I really do not want to have a 2nd ingress set up here, infra is much too complex enough already. I might opt for not exposing Zeebe GRPC endpoint over Ingress at all, as it’s something we normally would only access from inside the cluster anyhow. For deploying from Modeler, I’d use port forwarding over kubectl.

But I have not given up yet on setting it up over GKE Ingress because the traffic is reaching my Zeebe-Gateway just fine as long as HTTP/2 is enabled for the backend. The only issue is that Zeebe-Gateway itself does not enable TLS, but GKE Ingress will only use TLS to communicate with HTTP/2 backends and cannot be forced to a unencrypted connection. So the connection fails, as Zeebe expectes non-TLS traffic, but I can see the failing in Zeebe-Gateway logs, so generally the only issue is Zeebe-Gateway here.

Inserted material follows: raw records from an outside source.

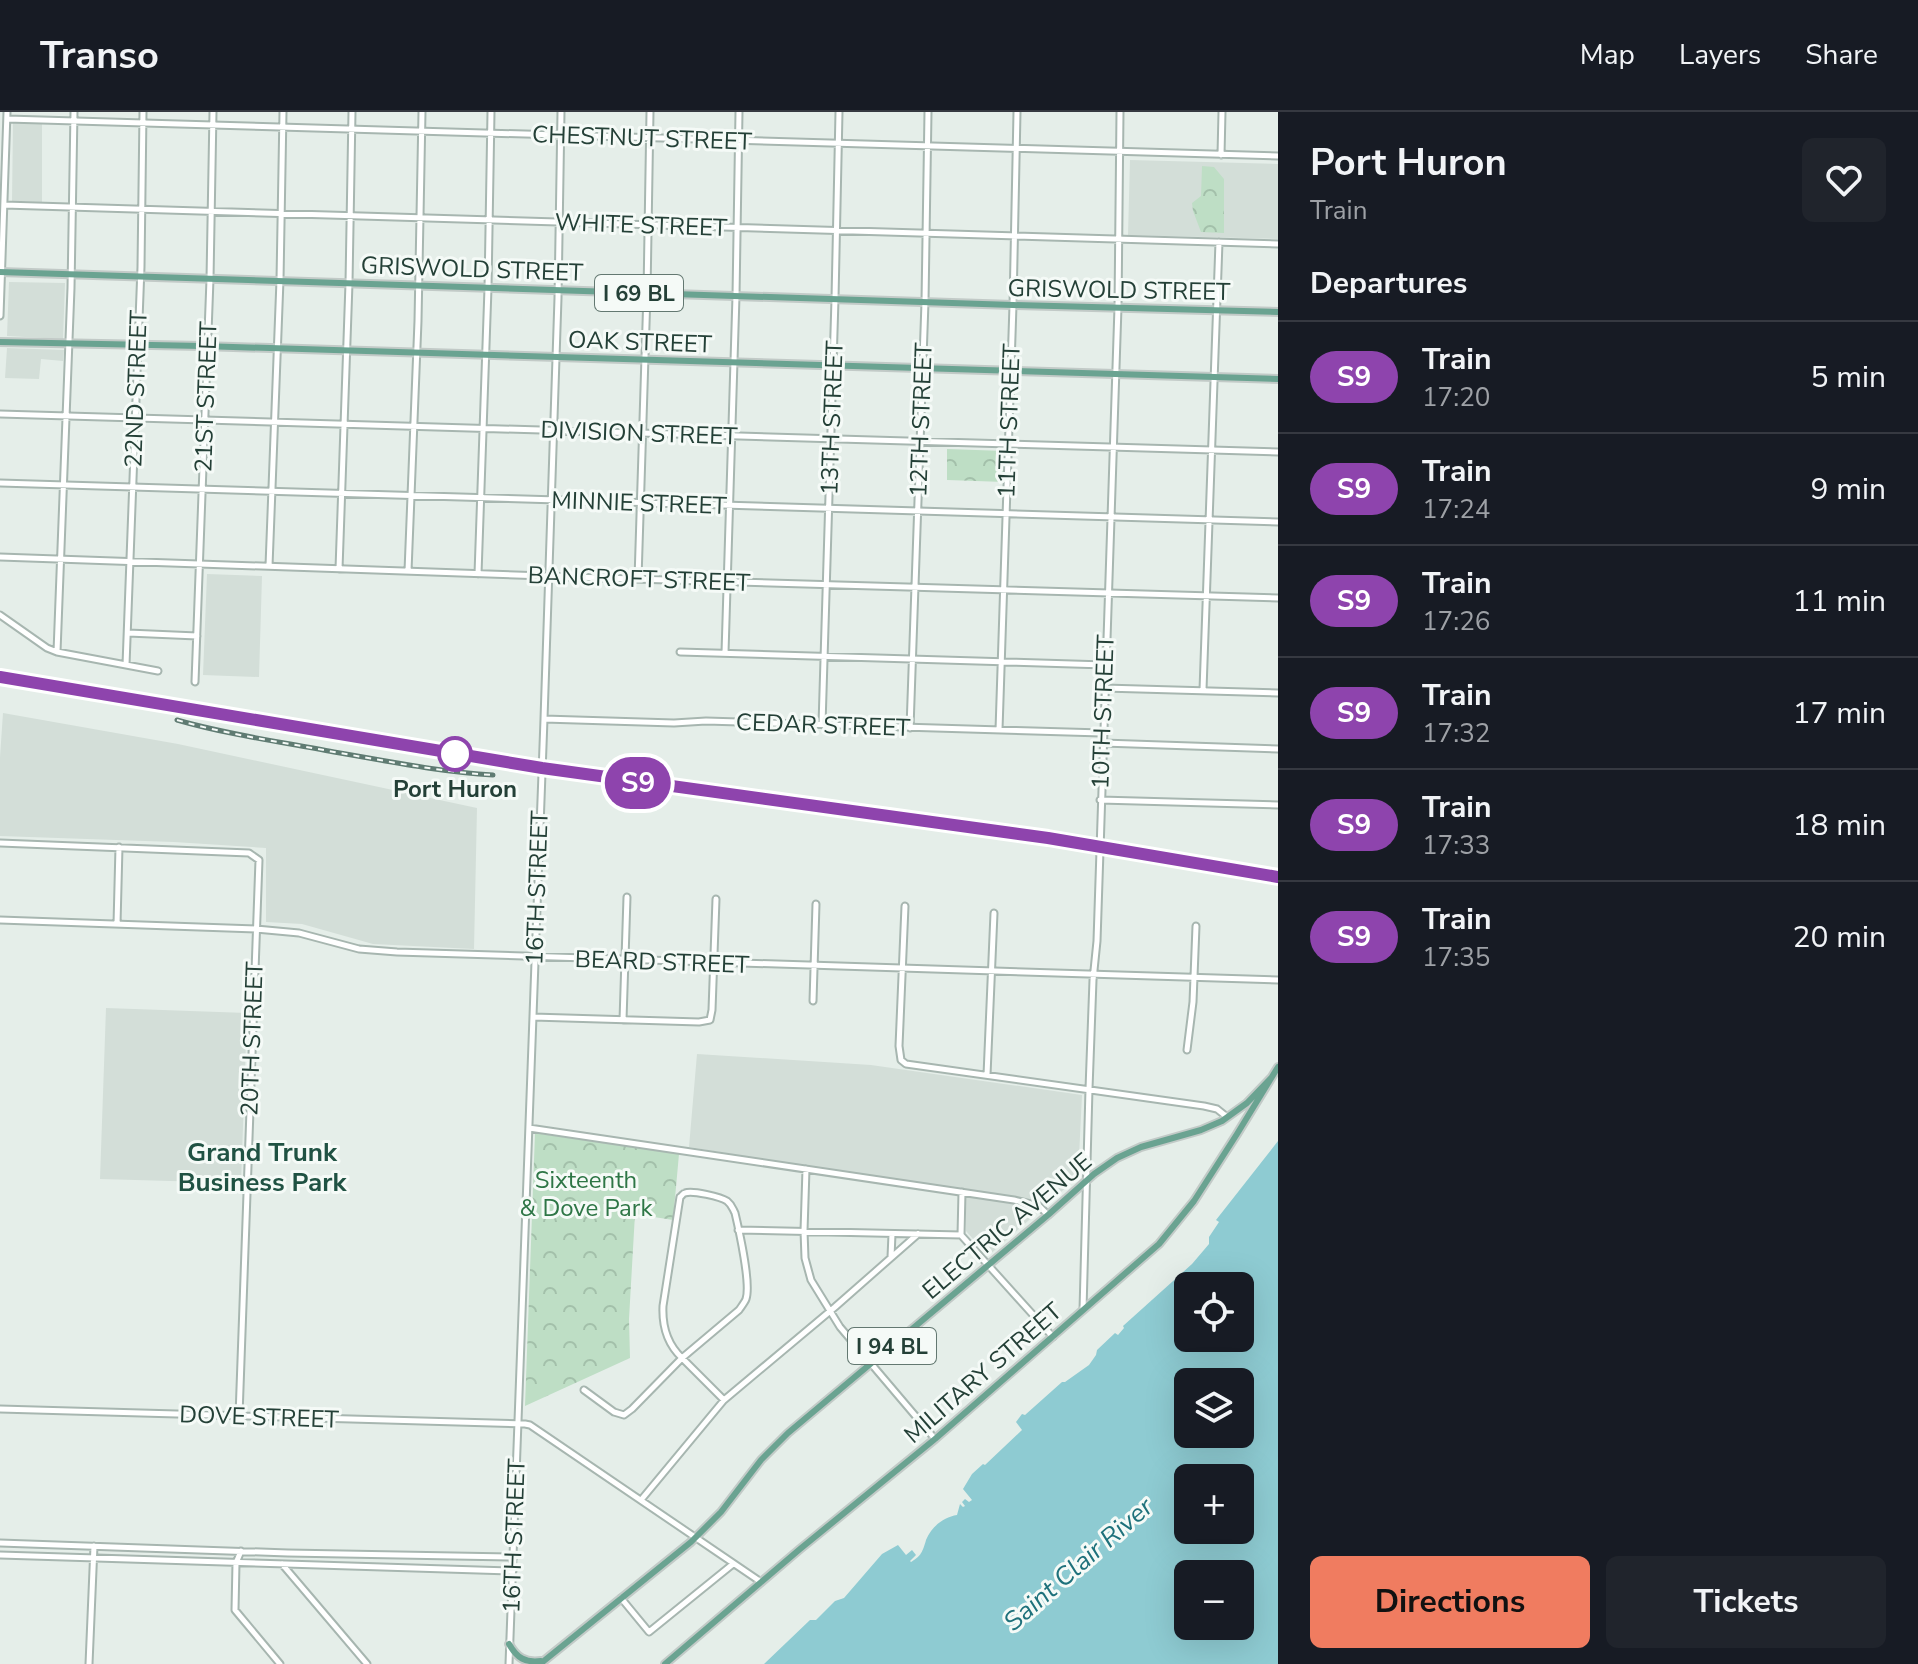 <!DOCTYPE html>
<html lang="en">
<head>
<meta charset="utf-8">
<style>
  body { margin:0; font-family:"Nunito Sans",sans-serif; background:#20242c; color:#f1f3f6; height:100vh; display:flex; flex-direction:column; font-size:30px; white-space:nowrap }
  * { box-sizing:border-box; margin:0 }
  p { font-size:26px; color:#9ea1a6 }
  .icon { flex:none; width:44px; height:44px; fill:none; stroke:currentColor; stroke-width:2; stroke-linecap:round; stroke-linejoin:round }
  .map { position:relative; flex:1; overflow:hidden }
  .panel { display:flex; flex-direction:column; background:#171b24; width:640px }
  .panel>* { flex:none }
  .badge { padding:0 16px; border-radius:26px; font-size:28px; line-height:52px }
  .buttons { position:absolute; left:1174px; top:1160px; display:grid; gap:16px }
  .buttons a { display:grid; place-items:center; width:80px; height:80px; border-radius:12px; background:#171b24; box-shadow:0 8px 32px #0002; font-size:40px }
  .map>.badge { position:absolute; translate:-50% -50%; box-shadow:0 0 0 4px #fff }
  h2 { padding:0 32px; font-size:30px; line-height:72px }
  .round { display:grid; place-items:center; flex:none; width:84px; height:84px; border-radius:12px; background:#20242c }
  .headline { display:flex; align-items:center; justify-content:space-between; height:136px; padding:0 32px }
  h1 { font-size:38px; font-weight:700; line-height:60px }
  .primary-button { display:flex; gap:16px; margin-top:auto; padding:16px 32px }
  .primary-button a { flex:1; height:92px; border-radius:12px; background:#f07c60; color:#111; font-size:32px; font-weight:700; line-height:92px; text-align:center }
  .primary-button a+a { background:#20242c; color:#f1f3f6 }
  ul { padding:0; list-style:none }
  li { display:flex; align-items:center; gap:24px; height:112px; padding:0 32px; border-top:2px solid #363941 }
  li div { flex:1 }
  li b { display:block; font-size:30px }
  li em { font-style:normal }
  li .badge { min-width:88px; font-weight:700; text-align:center }
  header { display:flex; align-items:center; gap:48px; box-sizing:border-box; height:112px; padding:0 40px; background:#171b24; border-bottom:2px solid #363941 }
  header strong { font-size:38px }
  nav { display:flex; gap:44px; margin-inline-start:auto; font-size:28px }
  main { display:flex; flex:1; min-height:0 }
  .map>svg:first-child { display:block }
</style>
</head>
<body>
<header>
<strong>Transo</strong>
<nav><a>Map</a><a>Layers</a><a>Share</a></nav>
</header>
<main>
<div class="map">
<svg width="1278" height="1552" viewBox="0 0 1278 1552">
  <defs>
    <pattern id="forest-crowns" width="20" height="18" patternUnits="userSpaceOnUse" patternTransform="scale(2)"><rect width="20" height="18" fill="#bedec5"/><path d="M2 6a3 3 0 1 1 6 0M12 15a3 3 0 1 1 6 0" fill="none" stroke="#a3c0aa"/></pattern>
  </defs>
  <rect width="100%" height="100%" fill="#e5eee9"/>
  <path fill="#d3ded8" d="M13 11 42 12V90L12 89Z
    M1130 48 1278 52V127L1128 123Z
    M9 170 65 171 63 227 7 224Z
    M7 236 64 238 63 249 41 247 39 267 5 266Z
    M207 462 262 464 259 565 203 563Z
    M3 601 178 632 477 696 474 837 373 832 302 812 266 810V736L174 730 0 724V645Z
    M106 896 247 901 241 1071 100 1067Z
    M697 942 871 953 1082 983 1078 1065 988 1144 966 1119V1080L689 1035Z"/>
  <path fill="url(#forest-crowns)" d="M1202 54 1214 55 1224 67V121L1201 120 1193 99 1192 91 1201 84Z
    M947 337 1005 339 1004 370 947 368Z
    M535 1021 679 1042 673 1108 635 1102 629 1207 630 1246 525 1294Z"/>
  <path fill="#8ecbd2" fill-rule="evenodd" d="M1278 1029V1552H764L810 1508H816L835 1489 844 1486 882 1442 898 1433 906 1443 912 1438 916 1443 910 1449 911 1450C913 1449 920 1444 921 1441 922 1441 926 1429 926 1428 932 1414 944 1405 957 1403L960 1392 963 1395 965 1394 962 1390 965 1387 969 1390 972 1388 963 1377 972 1362 983 1352 985 1353 1022 1318 1016 1310 1022 1302 1025 1303 1062 1270H1065L1089 1253 1096 1243 1097 1238 1115 1221 1118 1223 1124 1216 1123 1214 1192 1152 1209 1132V1125L1219 1110 1216 1108ZM1188 1174H1240V1226H1188ZM1188 1270H1240V1322H1188ZM1188 1366H1240V1418H1188ZM1188 1462H1240V1514H1188Z"/>
  <g fill="none" stroke-linecap="round" stroke-linejoin="round">
    <defs>
      <path id="minor" d="M7 7 1278 44
        M1221 43 1222 0
        M4 93 1278 132
        M0 204 7 0
        M0 302 1278 340
        M0 371 1278 410
        M0 445 633 467 1278 486
        M269 454 280 168 283 0
        M339 457 349 171 352 0
        M408 459 418 209 422 0
        M478 462 488 176 491 0
        M638 467 647 181 650 0
        M0 503 47 536 57 540 158 559
        M128 521 197 524
        M57 540 71 176 74 0
        M680 540 1105 553
        M725 541 736 184 739 0
        M126 553 141 155 143 0
        M195 570 210 167 213 0
        M1104 576 1278 581
        M1203 578 1219 130
        M544 607 674 611 706 609 1102 621
        M822 613 835 187 839 0
        M910 616 925 190 928 0
        M999 618 1013 193 1017 0
        M1103 631 1278 637
        M1100 688 1278 693
        M0 731 249 741 259 748 239 1304
        M905 794 899 934 901 948 906 952 1204 994 1217 997 1227 1005
        M0 808 256 817 299 821 359 837 397 840 1278 868
        M117 812 119 735
        M813 889 816 792
        M533 905 699 910 710 908 712 898 716 787
        M623 908 627 785
        M1187 938 1193 890 1196 814
        M987 963 994 801
        M529 1016 1014 1088 1039 1094 1048 1103
        M806 1057 804 1119 805 1146 811 1168 840 1215 935 1327
        M962 1080 961 1123 1053 1225
        M738 1118 961 1123
        M891 1145 892 1122
        M1083 1198 1089 977 1093 868 1097 829 1118 195 1120 0
        M584 1278 614 1300 624 1303 632 1297 682 1246 739 1198C741 1195 745 1190 746 1187 751 1172 739 1118 735 1101 732 1095 732 1093 727 1089 721 1085 692 1078 685 1081 683 1081 682 1084 680 1085L663 1194C662 1215 667 1232 682 1246L724 1288
        M0 1297 525 1312 530 1313 761 1470
        M641 1388 724 1288 835 1195 918 1122
        M0 1431 288 1441 514 1445
        M241 1439 236 1451 235 1498 280 1552
        M0 1443 513 1459
        M282 1452 367 1552
        M621 1486 649 1520 733 1452
        M89 1552 94 1434
        M509 1552 544 607 558 186 561 0"/>
      <path id="major" d="M0 160 1013 193 1278 200
        M0 230 202 234 1278 267
        M509 1532C517 1546 525 1551 541 1549
        M540 1552 691 1430 721 1400 761 1348 788 1321 1048 1103 1094 1062 1117 1046 1141 1035 1201 1018 1222 1009 1247 991 1271 966
        M665 1552 800 1437 935 1327 1159 1132 1194 1089 1237 1022 1278 955"/>
    </defs>
    <use href="#minor" stroke="#a7b6b0" stroke-width="9"/>
    <use href="#major" stroke="#c2cac7" stroke-width="10"/>
    <use href="#minor" stroke="#fff" stroke-width="5"/>
    <use href="#major" stroke="#6aa391" stroke-width="6"/>
    <defs>
      <path id="rail" d="M0 569 585 663 1048 726
        M177 608C229 623 282 630 334 640 387 649 440 660 493 663"/>
    </defs>
    <use href="#rail" stroke="#5f7b72" stroke-width="5"/>
    <use href="#rail" stroke="#f5faf7" stroke-width="2" stroke-dasharray="6" stroke-linecap="butt"/>
  </g>
  <g fill="none" stroke-linecap="round" stroke-linejoin="round">
    <defs>
      <path id="line" d="M0 565 542 656 1048 726 1278 765"/>
    </defs>
    <use href="#line" stroke="#fff" stroke-width="18"/>
    <use href="#line" stroke="#8e44ad" stroke-width="12"/>
  </g>
  <circle fill="#fff" stroke="#8e44ad" stroke-width="4" cx="455" cy="642" r="16"/>
  <g text-anchor="middle" stroke-width="6" stroke-linejoin="round" paint-order="stroke">
    <g fill="#f5faf7" stroke="#637871" stroke-width="2">
      <rect x="595" y="163" width="88" height="36" rx="6"/>
      <rect x="848" y="1216" width="88" height="36" rx="6"/>
    </g>
    <g font-size="22" font-weight="bold" fill="#244037">
      <text x="639" y="189">I 69 BL</text>
      <text x="892" y="1242">I 94 BL</text>
    </g>
    <g font-size="24" fill="#244037" stroke="#f5faf7">
      <text transform="translate(642 26) rotate(2)" y="8">CHESTNUT STREET</text>
      <text transform="translate(641 113) rotate(2)" y="8">WHITE STREET</text>
      <text transform="translate(472 157) rotate(2)" y="8">GRISWOLD STREET</text>
      <text transform="translate(1119 178) rotate(1)" y="8">GRISWOLD STREET</text>
      <text transform="translate(640 230) rotate(2)" y="8">OAK STREET</text>
      <text transform="translate(136 277) rotate(-88)" y="8">22ND STREET</text>
      <text transform="translate(206 285) rotate(-88)" y="8">21ST STREET</text>
      <text transform="translate(832 306) rotate(-88)" y="8">13TH STREET</text>
      <text transform="translate(921 308) rotate(-88)" y="8">12TH STREET</text>
      <text transform="translate(1009 309) rotate(-88)" y="8">11TH STREET</text>
      <text transform="translate(639 321) rotate(2)" y="8">DIVISION STREET</text>
      <text transform="translate(639 391) rotate(2)" y="8">MINNIE STREET</text>
      <text transform="translate(639 467) rotate(2)" y="8">BANCROFT STREET</text>
      <text transform="translate(1103 600) rotate(-88)" y="8">10TH STREET</text>
      <text transform="translate(823 613) rotate(2)" y="8">CEDAR STREET</text>
      <text transform="translate(537 776) rotate(-88)" y="8">16TH STREET</text>
      <text transform="translate(662 850) rotate(2)" y="8">BEARD STREET</text>
      <text transform="translate(252 927) rotate(-88)" y="8">20TH STREET</text>
      <text transform="translate(1007 1114) rotate(-40)" y="8">ELECTRIC AVENUE</text>
      <text transform="translate(983 1261) rotate(-41)" y="8">MILITARY STREET</text>
      <text transform="translate(259 1305) rotate(2)" y="8">DOVE STREET</text>
      <text transform="translate(514 1424) rotate(-88)" y="8">16TH STREET</text>
    </g>
    <g font-size="24" font-weight="bold" fill="#244037" stroke="#f5faf7">
      <text x="455" y="685">Port Huron</text>
    </g>
    <g font-size="24" fill="#2e7646" stroke="#f5faf7">
      <text x="586" y="1076">Sixteenth<tspan x="586" dy="28">&amp; Dove Park</tspan></text>
    </g>
    <g font-size="26" font-weight="bold" fill="#205243" stroke="#f5faf7">
      <text x="262" y="1049">Grand Trunk<tspan x="262" dy="30">Business Park</tspan></text>
    </g>
    <g font-size="26" font-style="italic" fill="#1e717b" stroke="#f5faf7">
      <text transform="translate(1078 1452) rotate(-41)" y="9">Saint Clair River</text>
    </g>
  </g>
</svg>
<div class="buttons">
<a><svg class="icon" aria-label="locate" viewBox="0 0 24 24"><circle cx="12" cy="12" r="6"/><path d="M12 2v4M12 18v4M2 12h4M18 12h4"/></svg></a>
<a><svg class="icon" aria-label="layers" viewBox="0 0 24 24"><path d="M12 4l9 5-9 5-9-5zM3 14l9 5 9-5"/></svg></a>
<a>+</a>
<a>−</a>
</div>
<b class="badge" style="left:638px;top:671px;background:#8e44ad;color:#fff">S9</b>
</div>
<section class="panel">
<div class="headline"><div><h1>Port Huron</h1><p>Train</p></div><a class="round"><svg class="icon" aria-label="heart" viewBox="0 0 24 24"><path d="M12 20l-8-8c-3-5 5-10 8-4 3-6 11-1 8 4z"/></svg></a></div>
<h2>Departures</h2>
<ul>
<li><span class="badge" style="background:#8e44ad;color:#fff">S9</span><div><b>Train</b><p>17:20</p></div><em>5 min</em></li>
<li><span class="badge" style="background:#8e44ad;color:#fff">S9</span><div><b>Train</b><p>17:24</p></div><em>9 min</em></li>
<li><span class="badge" style="background:#8e44ad;color:#fff">S9</span><div><b>Train</b><p>17:26</p></div><em>11 min</em></li>
<li><span class="badge" style="background:#8e44ad;color:#fff">S9</span><div><b>Train</b><p>17:32</p></div><em>17 min</em></li>
<li><span class="badge" style="background:#8e44ad;color:#fff">S9</span><div><b>Train</b><p>17:33</p></div><em>18 min</em></li>
<li><span class="badge" style="background:#8e44ad;color:#fff">S9</span><div><b>Train</b><p>17:35</p></div><em>20 min</em></li>
</ul>
<div class="primary-button"><a>Directions</a><a>Tickets</a></div>
</section>
</main>
</body>
</html>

There seems to be no possibility to force Zeebe into TLS over Helm charts, except when using Camunda’s ingress settings. But there is documentation that shows it can be set over environment variables too, so I might try that next. But for now I just go with what I have as exposing Zeebe GRPC over Ingress is only a convenience, not necessary.

As for your question on Modeler, you need to authenticate with Identity on. And it seems Modeler does not support TLS too, so that could be an issue. I was able to connect to Zeebe via Modeler by using non-TLS connection over port forwarding and also by using Authentication with ClientId/ClientSecret.

15

This topic was automatically closed 7 days after the last reply. New replies are no longer allowed.